Greenhouses are production systems characterized by the intensive and efficient use of primary resources [1]. This involves the implementation of specific cultural techniques in climate-controlled environments created in light structures with transparent covers, the majority of which are plastic films. Despite the mechanical factors that are characteristic of buildings exposed to the weather, the design of these structures is based on the need for an optimum energy balance that provides the internal climatic conditions required for crop development [2]. This crop growth is primarily determined by climate and the amount of water and fertilizers applied through irrigation. Therefore, greenhouses are ideal for farming because they allow one to optimize these physical parameters via the photosynthesis process in order to enhance biomass production. This optimization requires energy consumption, depending on the crop’s physiological requirements and, additionally, depending on the production patterns adopted for yield quantity and timing [3].

The warm climate, which exists in various locations around the world, is characterized by low annual precipitation and consequently high solar radiation availability [4]. This solar radiation availability for photosynthesis, together with warm summers and mild temperatures in winter, means greenhouses in these regions perform well, in general terms, provided that crop water requirements are met by local underground resources and by using optimized irrigation systems. In these zones, low thermal loads are required during the winter to reach optimal temperatures inside the greenhouse; this is thanks to the confinement effect, resulting from the decrease in air exchange with the outside environment, and to the low transparency to far infrared radiation (emitted by the crop, the soil, and the inner greenhouse elements) and high transparency to sunlight [5]. During the summer, especially in the Mediterranean and tropical areas where the inside temperature can exceed the recommended maximum threshold levels, indoor conditions can be controlled by passive means such as the use of natural ventilation [6]. Nonetheless, these averaged climatic conditions and strategies are the result of a dynamic interaction between the greenhouse structures and the varying daily values of outdoor temperature, solar irradiance, relative humidity, and wind velocity. In spite of the overall good performance shown above, it is possible that in a relevant number of hours over the year, active measures are required to maintain crop growth and increase greenhouse productivity [7–9]. In addition to this, the passive and eventually active climate control strategies must address both demands: heating and cooling, introducing an added complexity factor to the system’s selection and operation [10]. In addition, a relevant quantity of energy in the form of electricity must also be considered for climate control in greenhouses [11]. Besides the eventual use of electrically driven heat pumps or chillers, the elements required for heat distribution inside the greenhouse are water and air pumps, as well as fans and motors for roof-windows. Also, irrigation pumps are fed by electricity and, as in the case of heat pumps, the corresponding energy load presents a climate dependent pattern because of the relationship between the evapotranspiration process and the inside and outside variables [4].

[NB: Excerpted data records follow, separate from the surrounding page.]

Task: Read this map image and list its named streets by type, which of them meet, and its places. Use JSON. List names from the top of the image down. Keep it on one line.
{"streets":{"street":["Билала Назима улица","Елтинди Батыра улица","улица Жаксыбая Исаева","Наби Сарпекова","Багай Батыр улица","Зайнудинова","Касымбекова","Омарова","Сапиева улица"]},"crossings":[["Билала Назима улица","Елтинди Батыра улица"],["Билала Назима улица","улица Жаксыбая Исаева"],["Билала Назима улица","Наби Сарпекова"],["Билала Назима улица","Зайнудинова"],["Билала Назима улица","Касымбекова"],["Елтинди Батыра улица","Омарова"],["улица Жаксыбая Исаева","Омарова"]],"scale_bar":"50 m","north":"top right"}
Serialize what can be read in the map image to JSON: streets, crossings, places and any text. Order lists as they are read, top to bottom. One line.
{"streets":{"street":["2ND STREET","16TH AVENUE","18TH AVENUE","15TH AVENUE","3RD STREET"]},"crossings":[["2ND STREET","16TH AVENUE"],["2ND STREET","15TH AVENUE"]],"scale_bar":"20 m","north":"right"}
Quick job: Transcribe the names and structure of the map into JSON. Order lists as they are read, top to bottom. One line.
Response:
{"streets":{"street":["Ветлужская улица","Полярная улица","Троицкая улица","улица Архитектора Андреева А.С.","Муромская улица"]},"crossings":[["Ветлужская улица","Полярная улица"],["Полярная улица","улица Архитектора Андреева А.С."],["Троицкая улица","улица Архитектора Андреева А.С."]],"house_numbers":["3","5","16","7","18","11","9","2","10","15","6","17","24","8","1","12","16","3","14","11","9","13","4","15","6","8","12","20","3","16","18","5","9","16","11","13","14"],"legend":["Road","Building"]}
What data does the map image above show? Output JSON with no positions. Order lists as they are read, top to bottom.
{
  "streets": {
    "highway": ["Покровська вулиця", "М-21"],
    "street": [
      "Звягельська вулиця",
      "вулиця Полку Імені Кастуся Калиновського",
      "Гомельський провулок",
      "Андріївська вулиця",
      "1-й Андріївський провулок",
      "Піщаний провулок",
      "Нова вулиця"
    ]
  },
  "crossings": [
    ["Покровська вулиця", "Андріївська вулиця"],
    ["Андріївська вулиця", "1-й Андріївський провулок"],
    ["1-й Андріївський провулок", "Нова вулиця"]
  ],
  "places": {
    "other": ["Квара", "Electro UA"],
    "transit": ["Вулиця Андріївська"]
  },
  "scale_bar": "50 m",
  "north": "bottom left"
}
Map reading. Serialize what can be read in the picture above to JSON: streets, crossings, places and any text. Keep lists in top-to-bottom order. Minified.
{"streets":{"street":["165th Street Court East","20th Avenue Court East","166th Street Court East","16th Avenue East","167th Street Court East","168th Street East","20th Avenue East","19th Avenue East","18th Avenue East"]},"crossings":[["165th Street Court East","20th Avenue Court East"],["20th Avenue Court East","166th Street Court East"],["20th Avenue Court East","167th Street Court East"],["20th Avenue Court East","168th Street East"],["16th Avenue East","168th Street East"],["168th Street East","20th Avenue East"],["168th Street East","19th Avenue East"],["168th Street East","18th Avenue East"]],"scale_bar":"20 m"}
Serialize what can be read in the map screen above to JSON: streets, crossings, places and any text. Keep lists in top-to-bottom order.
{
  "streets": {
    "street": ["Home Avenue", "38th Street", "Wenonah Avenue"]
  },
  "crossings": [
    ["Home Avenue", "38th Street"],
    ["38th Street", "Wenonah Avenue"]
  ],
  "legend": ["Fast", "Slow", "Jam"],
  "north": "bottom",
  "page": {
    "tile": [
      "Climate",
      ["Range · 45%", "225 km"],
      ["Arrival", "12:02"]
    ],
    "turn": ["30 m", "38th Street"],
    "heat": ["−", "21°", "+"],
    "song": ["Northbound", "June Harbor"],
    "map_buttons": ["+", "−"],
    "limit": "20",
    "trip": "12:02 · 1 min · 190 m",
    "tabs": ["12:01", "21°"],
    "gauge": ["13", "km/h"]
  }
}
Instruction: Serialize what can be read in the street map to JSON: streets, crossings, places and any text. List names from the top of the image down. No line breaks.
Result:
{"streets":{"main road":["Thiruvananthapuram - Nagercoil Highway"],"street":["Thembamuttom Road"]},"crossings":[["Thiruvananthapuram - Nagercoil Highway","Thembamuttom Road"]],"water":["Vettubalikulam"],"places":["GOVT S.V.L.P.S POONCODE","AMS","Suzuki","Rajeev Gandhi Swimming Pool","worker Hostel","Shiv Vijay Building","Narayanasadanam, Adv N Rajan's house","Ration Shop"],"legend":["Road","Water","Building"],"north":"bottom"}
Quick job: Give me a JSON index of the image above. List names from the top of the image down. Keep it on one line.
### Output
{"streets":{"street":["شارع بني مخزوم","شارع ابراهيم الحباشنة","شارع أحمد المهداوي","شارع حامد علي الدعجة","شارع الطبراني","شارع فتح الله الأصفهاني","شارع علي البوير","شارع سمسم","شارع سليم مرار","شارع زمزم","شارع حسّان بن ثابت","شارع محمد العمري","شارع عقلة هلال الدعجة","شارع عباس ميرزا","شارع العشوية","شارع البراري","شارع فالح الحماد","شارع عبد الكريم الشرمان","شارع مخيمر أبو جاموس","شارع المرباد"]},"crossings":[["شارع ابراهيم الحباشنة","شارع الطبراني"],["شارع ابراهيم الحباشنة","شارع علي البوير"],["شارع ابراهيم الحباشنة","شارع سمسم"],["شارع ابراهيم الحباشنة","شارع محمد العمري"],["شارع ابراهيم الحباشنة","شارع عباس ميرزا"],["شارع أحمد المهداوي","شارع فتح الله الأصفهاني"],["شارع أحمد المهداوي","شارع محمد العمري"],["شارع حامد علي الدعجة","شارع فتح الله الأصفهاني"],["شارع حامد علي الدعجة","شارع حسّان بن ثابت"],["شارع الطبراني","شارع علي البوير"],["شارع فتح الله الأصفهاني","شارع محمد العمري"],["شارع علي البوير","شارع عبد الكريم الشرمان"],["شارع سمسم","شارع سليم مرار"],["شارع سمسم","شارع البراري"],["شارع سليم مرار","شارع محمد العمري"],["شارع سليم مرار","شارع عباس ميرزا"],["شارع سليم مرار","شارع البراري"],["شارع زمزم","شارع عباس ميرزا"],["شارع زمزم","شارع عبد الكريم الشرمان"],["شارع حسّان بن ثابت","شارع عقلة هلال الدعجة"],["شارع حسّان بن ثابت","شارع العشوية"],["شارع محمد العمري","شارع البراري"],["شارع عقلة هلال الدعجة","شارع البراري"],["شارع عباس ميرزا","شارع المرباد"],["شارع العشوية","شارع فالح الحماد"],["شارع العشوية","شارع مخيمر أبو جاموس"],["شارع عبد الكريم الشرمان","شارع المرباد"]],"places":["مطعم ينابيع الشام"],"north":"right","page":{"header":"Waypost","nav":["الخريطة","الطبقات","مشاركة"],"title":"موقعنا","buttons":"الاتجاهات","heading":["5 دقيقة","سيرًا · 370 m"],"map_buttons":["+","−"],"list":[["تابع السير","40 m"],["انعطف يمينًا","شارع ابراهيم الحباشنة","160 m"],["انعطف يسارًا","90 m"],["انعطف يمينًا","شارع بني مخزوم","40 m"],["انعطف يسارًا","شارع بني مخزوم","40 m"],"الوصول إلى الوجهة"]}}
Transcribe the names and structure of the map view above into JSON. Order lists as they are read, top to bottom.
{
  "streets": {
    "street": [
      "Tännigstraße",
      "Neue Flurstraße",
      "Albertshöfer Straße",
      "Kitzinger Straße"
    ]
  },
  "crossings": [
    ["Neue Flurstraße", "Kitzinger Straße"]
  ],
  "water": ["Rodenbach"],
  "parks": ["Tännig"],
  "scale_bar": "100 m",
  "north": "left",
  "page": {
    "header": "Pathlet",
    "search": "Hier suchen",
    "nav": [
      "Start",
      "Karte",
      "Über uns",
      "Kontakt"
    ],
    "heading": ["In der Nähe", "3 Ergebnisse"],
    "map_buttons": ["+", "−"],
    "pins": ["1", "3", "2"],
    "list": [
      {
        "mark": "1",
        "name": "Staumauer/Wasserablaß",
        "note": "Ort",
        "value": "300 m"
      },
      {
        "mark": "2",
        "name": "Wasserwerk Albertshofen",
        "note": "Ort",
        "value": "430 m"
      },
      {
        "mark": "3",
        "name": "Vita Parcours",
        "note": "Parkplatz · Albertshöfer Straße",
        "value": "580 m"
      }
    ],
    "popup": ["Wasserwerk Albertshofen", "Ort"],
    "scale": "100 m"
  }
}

In this line, the energy demands can be identified as follows: related to indoor climate control (ventilation, heating system, humidification, dehumidification, …), related to irrigation, related to fertilization, related to enrichment, and associated with the use of computers and devices for measuring and control, for lighting, and for the systems supporting harvest and postharvest tasks. The first two demands must be considered basic given that they are related to the physiological needs of the crops. Both demands are determined by an elementary process of mass and heat transfer involving the plants, the air inside, the cladding surfaces, and the meteorological variables. As a result of the corresponding balances, a certain amount of energy must be added or extracted to fulfil the established temperature or humidity set points [1]. Consequently, the electricity demand is directly related to climate [12]. A precise knowledge of this amount, either on an instantaneous or on an accumulated basis, is key to greenhouse energy demand prediction [2]. Accordingly, in order to formally characterize the energy demand of all the available elements within a High-Tech greenhouse, a model based on Bayesian networks is proposed.

Bayesian networks (BNs) are widely accepted as a reasoning technique for making predictions in many different research fields [13–15]. BNs have many applications; for example, they have been used in context of estimation [16, 17], control systems [13], and prediction [18]. In the context of control systems applied in greenhouses they have been proven to be useful for the temperature control problem [19]. This paper proposes an energy demand prediction method based on a BN classifier. The greenhouse energy demand is considered as the target class and the BN classifier is learnt from an historical dataset of observations of the identified contributing factors together with its associated energy demand [13]. Prediction can be performed by applying Bayes rule to compute the probability of target class given the particular instance of contributing factors, and the class label with highest posterior probability is the predictive result [18]. Besides, the learned BN classifier models show complex relationships among contributing factors.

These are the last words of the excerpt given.